*** Input records ***

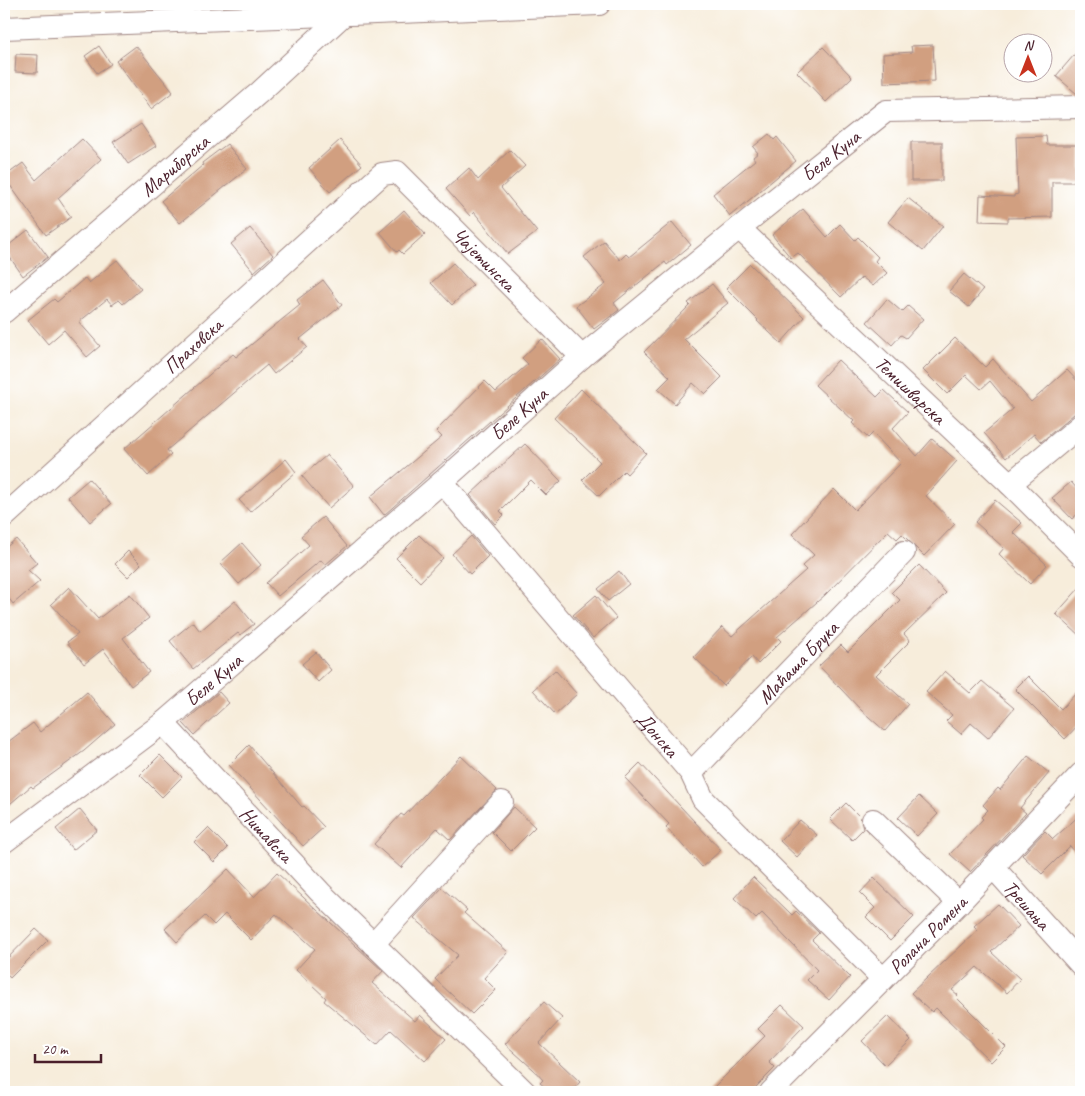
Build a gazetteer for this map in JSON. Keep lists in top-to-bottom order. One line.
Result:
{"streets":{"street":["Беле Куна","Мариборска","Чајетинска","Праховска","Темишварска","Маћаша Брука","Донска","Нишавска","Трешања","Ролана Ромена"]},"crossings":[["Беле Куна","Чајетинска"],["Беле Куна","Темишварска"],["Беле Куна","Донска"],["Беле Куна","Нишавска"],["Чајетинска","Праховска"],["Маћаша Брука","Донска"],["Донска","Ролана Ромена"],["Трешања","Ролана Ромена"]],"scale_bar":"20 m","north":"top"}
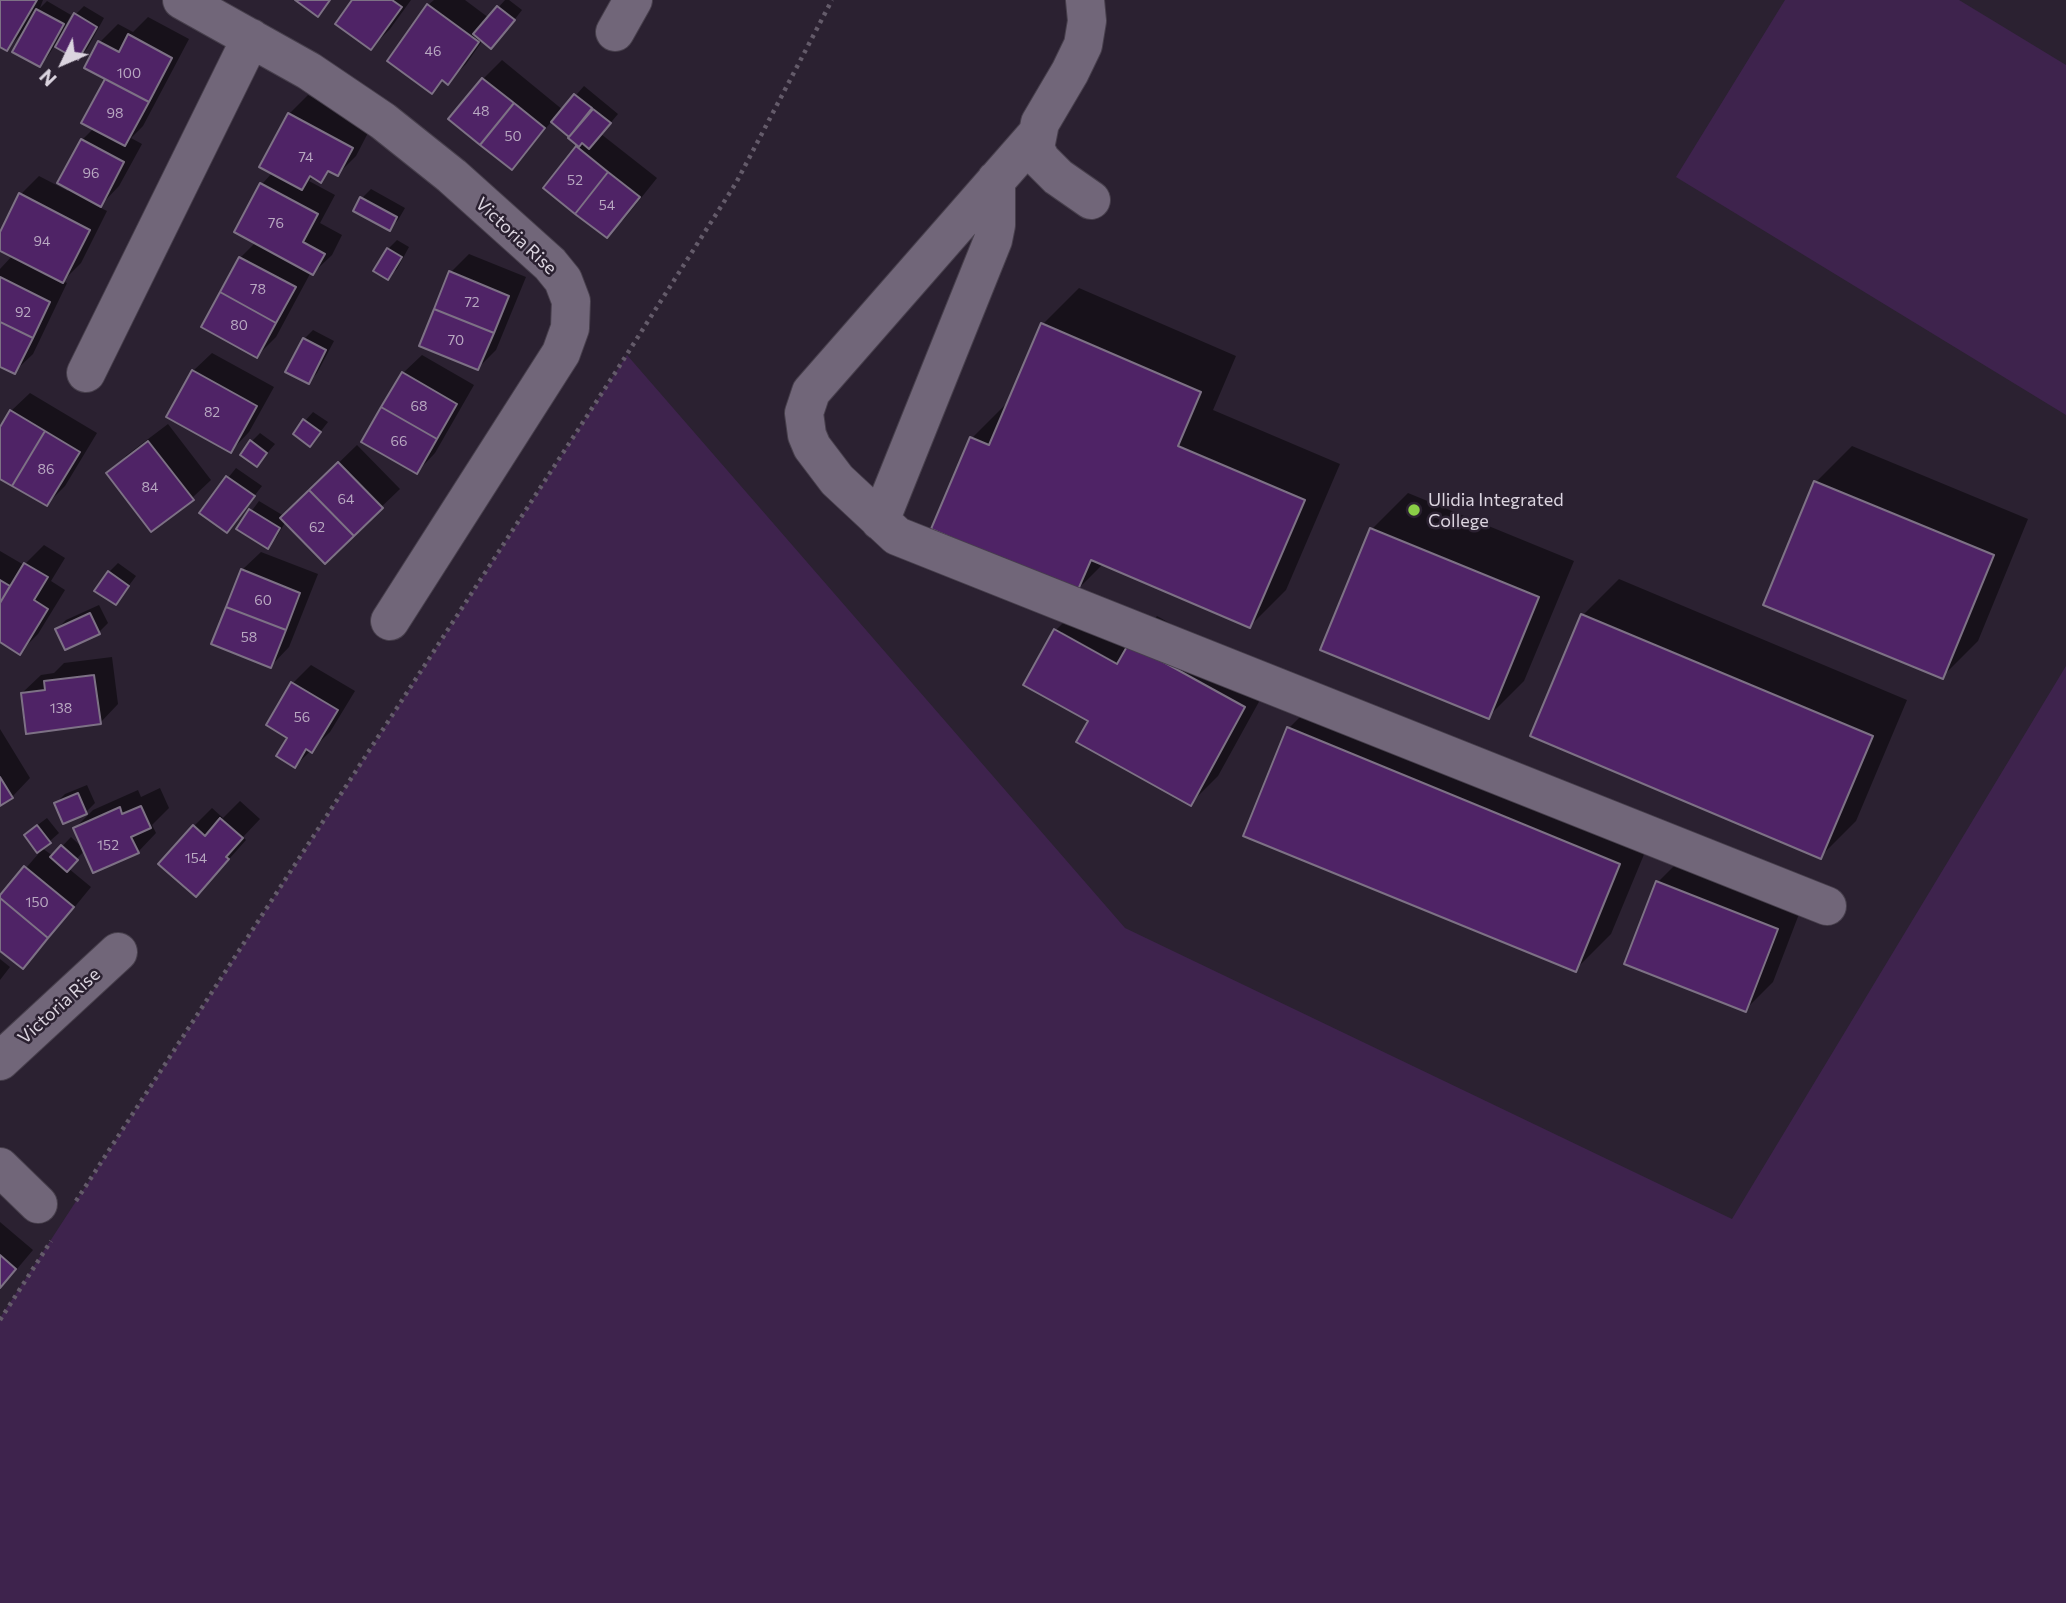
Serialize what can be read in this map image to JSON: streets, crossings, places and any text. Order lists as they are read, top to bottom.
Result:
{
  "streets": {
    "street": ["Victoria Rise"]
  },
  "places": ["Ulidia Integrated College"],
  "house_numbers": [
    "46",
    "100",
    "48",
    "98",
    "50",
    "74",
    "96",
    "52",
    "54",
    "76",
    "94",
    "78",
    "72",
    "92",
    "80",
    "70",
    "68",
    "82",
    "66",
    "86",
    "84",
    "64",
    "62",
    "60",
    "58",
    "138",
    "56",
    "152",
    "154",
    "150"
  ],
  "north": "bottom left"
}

*** End of Input records ***

* [Activity]:
Strip out the pictures and quote the remaining data word for word.

* [Solved problem]:
Build a gazetteer for this map in JSON. Keep lists in top-to-bottom order. One line.
Result:
{"streets":{"street":["Беле Куна","Мариборска","Чајетинска","Праховска","Темишварска","Маћаша Брука","Донска","Нишавска","Трешања","Ролана Ромена"]},"crossings":[["Беле Куна","Чајетинска"],["Беле Куна","Темишварска"],["Беле Куна","Донска"],["Беле Куна","Нишавска"],["Чајетинска","Праховска"],["Маћаша Брука","Донска"],["Донска","Ролана Ромена"],["Трешања","Ролана Ромена"]],"scale_bar":"20 m","north":"top"}
Serialize what can be read in this map image to JSON: streets, crossings, places and any text. Order lists as they are read, top to bottom.
Result:
{
  "streets": {
    "street": ["Victoria Rise"]
  },
  "places": ["Ulidia Integrated College"],
  "house_numbers": [
    "46",
    "100",
    "48",
    "98",
    "50",
    "74",
    "96",
    "52",
    "54",
    "76",
    "94",
    "78",
    "72",
    "92",
    "80",
    "70",
    "68",
    "82",
    "66",
    "86",
    "84",
    "64",
    "62",
    "60",
    "58",
    "138",
    "56",
    "152",
    "154",
    "150"
  ],
  "north": "bottom left"
}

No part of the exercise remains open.